Maniakes stared at him in genuine horror. "If you think I'd do such a thing, I'd better take off the red boots and shave my own head for a monk."
"No, son, the monastery is the other place for fathers who make their imperial sons unhappy," the elder Maniakes said. He studied the Avtokrator. "Are you sure this can't be settled somewhere short of marriage?"
"You mean, by keeping her as mistress?" Maniakes asked. His father nodded. He shook his head. "I wouldn't take honor away from her." His laugh held irony.
"Some would say falling in love with her did that, wouldn't they? Well, let them. But that's not the only problem I see. Suppose we don't wed, but I do take another wife one day. What would she and her family think about the arrangement Lysia and I have?"
"Nothing good, I've no doubt," the elder Maniakes said. "Suppose instead that you put your cousin aside now? What then?"
"Then my life looks cold and empty and dark as Skotos' icy hell," Maniakes answered, spitting on the floor in rejection of the dark god. "When I look out at the Empire, gloom is all I see.

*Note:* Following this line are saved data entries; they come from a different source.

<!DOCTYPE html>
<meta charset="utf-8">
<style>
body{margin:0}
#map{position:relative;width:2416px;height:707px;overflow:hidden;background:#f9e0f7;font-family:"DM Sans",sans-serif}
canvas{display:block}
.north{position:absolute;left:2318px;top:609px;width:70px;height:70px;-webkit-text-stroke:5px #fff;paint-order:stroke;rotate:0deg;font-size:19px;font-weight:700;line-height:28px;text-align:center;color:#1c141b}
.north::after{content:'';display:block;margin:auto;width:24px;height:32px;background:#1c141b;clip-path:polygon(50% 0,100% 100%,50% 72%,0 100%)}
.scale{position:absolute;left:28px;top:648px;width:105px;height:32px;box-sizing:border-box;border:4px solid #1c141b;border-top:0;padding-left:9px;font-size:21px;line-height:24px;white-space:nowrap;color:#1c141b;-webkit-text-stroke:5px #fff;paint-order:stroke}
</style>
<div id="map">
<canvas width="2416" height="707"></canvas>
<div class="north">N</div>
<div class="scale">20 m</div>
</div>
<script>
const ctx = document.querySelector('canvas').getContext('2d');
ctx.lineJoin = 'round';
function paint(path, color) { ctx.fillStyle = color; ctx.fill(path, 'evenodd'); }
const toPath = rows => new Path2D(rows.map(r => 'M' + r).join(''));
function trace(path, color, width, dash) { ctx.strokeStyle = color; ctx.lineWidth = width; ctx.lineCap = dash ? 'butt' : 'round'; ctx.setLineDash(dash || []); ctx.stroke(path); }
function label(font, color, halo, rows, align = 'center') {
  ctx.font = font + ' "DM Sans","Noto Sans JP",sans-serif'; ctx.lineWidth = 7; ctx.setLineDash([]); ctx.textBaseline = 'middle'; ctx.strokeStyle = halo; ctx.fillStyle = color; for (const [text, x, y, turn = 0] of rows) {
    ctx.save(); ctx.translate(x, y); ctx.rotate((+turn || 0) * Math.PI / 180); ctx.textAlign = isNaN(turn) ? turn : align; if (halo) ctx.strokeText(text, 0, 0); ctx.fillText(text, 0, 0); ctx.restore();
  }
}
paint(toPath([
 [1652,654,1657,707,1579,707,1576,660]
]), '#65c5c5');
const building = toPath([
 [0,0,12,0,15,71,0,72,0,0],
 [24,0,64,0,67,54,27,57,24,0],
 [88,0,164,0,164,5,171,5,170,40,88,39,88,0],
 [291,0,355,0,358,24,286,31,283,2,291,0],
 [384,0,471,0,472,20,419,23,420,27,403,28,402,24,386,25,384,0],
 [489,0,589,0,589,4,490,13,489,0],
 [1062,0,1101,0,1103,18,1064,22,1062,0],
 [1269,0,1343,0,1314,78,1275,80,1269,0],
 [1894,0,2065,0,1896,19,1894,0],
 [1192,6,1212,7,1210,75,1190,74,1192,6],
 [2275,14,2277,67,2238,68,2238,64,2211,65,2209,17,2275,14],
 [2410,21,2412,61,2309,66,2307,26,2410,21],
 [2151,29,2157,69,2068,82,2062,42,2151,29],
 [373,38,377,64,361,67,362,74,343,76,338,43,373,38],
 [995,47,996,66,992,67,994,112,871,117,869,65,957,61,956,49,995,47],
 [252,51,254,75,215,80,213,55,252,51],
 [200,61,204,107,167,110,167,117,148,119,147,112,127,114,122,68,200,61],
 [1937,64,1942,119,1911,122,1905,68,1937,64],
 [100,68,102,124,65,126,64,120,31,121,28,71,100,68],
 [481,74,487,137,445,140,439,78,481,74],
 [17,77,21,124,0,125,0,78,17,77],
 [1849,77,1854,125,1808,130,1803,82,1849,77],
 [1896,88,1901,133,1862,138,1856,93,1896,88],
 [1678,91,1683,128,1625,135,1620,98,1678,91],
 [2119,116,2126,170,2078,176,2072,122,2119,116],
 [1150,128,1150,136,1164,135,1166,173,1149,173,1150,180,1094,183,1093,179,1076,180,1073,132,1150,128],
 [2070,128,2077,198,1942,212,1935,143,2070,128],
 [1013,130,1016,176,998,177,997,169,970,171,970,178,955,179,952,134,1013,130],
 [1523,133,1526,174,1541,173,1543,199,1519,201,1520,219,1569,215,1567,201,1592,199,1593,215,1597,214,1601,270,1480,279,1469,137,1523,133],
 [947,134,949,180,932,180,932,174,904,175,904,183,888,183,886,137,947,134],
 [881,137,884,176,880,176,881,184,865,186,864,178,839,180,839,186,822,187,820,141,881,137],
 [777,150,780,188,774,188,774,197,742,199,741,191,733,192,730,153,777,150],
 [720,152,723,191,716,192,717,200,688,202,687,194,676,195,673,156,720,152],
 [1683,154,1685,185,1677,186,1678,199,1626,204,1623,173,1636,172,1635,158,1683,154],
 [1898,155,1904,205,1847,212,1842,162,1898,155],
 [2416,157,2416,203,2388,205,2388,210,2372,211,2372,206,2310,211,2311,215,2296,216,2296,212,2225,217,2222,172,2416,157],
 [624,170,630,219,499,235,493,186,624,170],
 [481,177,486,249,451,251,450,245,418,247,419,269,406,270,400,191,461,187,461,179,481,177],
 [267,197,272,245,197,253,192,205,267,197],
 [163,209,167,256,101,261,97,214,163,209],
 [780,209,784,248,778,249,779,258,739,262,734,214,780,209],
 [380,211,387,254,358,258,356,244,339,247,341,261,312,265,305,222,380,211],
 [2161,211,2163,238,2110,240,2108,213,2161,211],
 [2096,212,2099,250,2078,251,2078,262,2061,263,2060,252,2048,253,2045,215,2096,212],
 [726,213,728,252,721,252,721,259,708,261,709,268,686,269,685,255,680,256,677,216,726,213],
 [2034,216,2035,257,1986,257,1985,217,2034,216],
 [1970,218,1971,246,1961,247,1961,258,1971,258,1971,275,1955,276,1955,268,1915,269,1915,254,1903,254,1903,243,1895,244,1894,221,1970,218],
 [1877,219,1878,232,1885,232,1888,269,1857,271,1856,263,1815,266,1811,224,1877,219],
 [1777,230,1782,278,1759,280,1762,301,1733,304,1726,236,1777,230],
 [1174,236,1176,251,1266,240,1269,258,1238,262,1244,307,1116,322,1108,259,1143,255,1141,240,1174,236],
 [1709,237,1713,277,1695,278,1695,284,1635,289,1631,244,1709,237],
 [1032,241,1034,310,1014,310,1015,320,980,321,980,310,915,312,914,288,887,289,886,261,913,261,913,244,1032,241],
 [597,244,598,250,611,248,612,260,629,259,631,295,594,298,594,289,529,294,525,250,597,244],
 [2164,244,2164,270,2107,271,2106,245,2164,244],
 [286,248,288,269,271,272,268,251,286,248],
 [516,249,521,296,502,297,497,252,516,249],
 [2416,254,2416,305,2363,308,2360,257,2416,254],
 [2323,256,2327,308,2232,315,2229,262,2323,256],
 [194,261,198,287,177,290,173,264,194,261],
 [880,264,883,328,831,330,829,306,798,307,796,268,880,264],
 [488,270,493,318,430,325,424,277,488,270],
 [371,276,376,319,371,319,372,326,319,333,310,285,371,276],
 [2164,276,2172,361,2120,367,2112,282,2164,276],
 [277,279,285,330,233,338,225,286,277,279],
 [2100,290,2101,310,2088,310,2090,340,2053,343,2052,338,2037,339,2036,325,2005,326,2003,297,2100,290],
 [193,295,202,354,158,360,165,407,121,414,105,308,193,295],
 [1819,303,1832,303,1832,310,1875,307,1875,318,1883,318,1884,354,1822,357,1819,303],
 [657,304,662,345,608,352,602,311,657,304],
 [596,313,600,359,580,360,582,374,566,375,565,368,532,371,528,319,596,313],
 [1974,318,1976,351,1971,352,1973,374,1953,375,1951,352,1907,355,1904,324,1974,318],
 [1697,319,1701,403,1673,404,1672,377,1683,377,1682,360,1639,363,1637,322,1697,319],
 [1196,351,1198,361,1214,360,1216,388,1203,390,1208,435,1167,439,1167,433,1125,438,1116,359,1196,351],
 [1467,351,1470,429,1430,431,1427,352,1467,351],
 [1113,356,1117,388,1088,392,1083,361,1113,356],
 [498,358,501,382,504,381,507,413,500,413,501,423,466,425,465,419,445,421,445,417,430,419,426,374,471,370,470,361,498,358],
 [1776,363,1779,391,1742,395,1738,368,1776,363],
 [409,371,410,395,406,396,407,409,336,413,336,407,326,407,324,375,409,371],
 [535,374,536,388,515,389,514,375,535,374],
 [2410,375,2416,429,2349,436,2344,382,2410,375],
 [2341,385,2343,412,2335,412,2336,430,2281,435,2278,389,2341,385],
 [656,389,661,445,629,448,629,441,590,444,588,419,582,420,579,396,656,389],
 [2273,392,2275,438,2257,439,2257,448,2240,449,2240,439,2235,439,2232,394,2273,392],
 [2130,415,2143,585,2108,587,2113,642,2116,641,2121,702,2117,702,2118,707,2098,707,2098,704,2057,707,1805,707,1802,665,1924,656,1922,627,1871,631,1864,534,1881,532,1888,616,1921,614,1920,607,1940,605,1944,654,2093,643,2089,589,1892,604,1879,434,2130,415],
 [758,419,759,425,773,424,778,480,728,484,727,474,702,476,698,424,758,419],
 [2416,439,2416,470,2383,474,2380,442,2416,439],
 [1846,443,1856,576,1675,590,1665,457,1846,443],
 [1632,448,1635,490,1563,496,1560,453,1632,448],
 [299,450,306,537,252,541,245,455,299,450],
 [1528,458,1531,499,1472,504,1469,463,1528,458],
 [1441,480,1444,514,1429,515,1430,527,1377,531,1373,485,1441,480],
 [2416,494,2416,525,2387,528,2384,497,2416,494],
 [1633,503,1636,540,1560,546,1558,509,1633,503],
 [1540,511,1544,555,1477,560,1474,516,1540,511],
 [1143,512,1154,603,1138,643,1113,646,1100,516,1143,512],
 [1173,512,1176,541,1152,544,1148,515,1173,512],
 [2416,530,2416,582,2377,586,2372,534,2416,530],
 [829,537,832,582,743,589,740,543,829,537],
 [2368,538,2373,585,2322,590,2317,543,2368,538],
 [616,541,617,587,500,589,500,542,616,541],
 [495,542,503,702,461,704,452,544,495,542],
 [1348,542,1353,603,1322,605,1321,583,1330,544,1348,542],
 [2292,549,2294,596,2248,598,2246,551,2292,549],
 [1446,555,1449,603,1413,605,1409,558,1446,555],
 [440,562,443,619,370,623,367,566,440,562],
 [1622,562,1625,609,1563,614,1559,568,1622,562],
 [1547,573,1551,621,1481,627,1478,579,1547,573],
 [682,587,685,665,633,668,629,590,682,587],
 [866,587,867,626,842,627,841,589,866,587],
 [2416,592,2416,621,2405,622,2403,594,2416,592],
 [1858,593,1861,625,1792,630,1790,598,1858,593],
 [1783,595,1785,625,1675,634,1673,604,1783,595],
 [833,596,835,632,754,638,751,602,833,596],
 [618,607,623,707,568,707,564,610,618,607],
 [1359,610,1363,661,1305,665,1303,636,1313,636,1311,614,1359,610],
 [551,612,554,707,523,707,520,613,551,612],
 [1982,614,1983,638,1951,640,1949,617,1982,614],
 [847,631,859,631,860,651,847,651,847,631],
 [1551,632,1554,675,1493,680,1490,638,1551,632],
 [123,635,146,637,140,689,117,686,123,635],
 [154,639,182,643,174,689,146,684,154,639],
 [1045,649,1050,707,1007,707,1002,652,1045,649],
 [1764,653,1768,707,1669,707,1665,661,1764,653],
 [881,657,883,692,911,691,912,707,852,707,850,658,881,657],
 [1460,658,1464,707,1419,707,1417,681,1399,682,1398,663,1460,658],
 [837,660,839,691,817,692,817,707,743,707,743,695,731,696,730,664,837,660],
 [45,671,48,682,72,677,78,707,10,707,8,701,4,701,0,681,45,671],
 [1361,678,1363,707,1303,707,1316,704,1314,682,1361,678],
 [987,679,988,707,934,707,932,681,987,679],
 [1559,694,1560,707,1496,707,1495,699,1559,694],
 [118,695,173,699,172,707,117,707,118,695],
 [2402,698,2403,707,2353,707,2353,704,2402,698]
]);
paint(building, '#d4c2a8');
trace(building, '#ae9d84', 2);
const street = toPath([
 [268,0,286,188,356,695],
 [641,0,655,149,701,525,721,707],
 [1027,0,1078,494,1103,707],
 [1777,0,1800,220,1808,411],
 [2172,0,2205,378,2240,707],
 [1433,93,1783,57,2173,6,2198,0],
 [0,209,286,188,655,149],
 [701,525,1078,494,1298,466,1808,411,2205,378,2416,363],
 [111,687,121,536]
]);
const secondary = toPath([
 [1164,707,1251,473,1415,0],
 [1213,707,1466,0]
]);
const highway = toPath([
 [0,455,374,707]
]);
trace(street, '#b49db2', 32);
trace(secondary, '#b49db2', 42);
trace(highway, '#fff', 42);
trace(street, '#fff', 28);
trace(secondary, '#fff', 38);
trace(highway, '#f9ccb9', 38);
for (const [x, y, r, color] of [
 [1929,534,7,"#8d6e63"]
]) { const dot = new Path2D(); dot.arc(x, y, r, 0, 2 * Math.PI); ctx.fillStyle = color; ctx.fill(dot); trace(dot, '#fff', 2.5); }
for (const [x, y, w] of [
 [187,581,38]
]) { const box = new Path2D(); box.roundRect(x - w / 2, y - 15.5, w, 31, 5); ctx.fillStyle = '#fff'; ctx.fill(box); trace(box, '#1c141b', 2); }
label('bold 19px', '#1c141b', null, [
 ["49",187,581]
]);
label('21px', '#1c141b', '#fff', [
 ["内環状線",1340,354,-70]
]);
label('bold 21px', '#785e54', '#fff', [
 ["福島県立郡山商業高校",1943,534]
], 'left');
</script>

Must I see the same when I look here at the imperial residence?"
"I told you, son, you're a man grown," his father answered. "If this is what you want and what my niece wants-" He coughed a little at that, but went on gamely enough. "-then it's what you will have. Where we go from there is any man's guess, but I expect we'll find out before long."
Kameas said, "Your Majesty, the most holy ecumenical patriarch Agathios has arrived at the residence in response to your summons."
"Good." Maniakes' stomach knotted within him at the prospect of the meeting that lay ahead, but he did not show it. "Bring him to me. Full formality throughout here, mind you; he is not summoned for a friendly chat."
"I shall observe your Majesty's requirements in all particulars," the vestiarios replied with dignity. He swept away. The tiny, mincing steps he took under his long robe made him seem to float as he moved, like a ship running before the wind.
"Your Majesty," Agathios said at the doorway after Kameas announced him. He went down to his knees and then to his belly in full proskynesis. When he started to get up before Maniakes had given him leave, the Avtokrator coughed sharply. Agathios bent his back once more, touching his forehead to the marble floor.
"Rise, most holy sir," Maniakes said after a wait he judged suitable. "You may take a seat."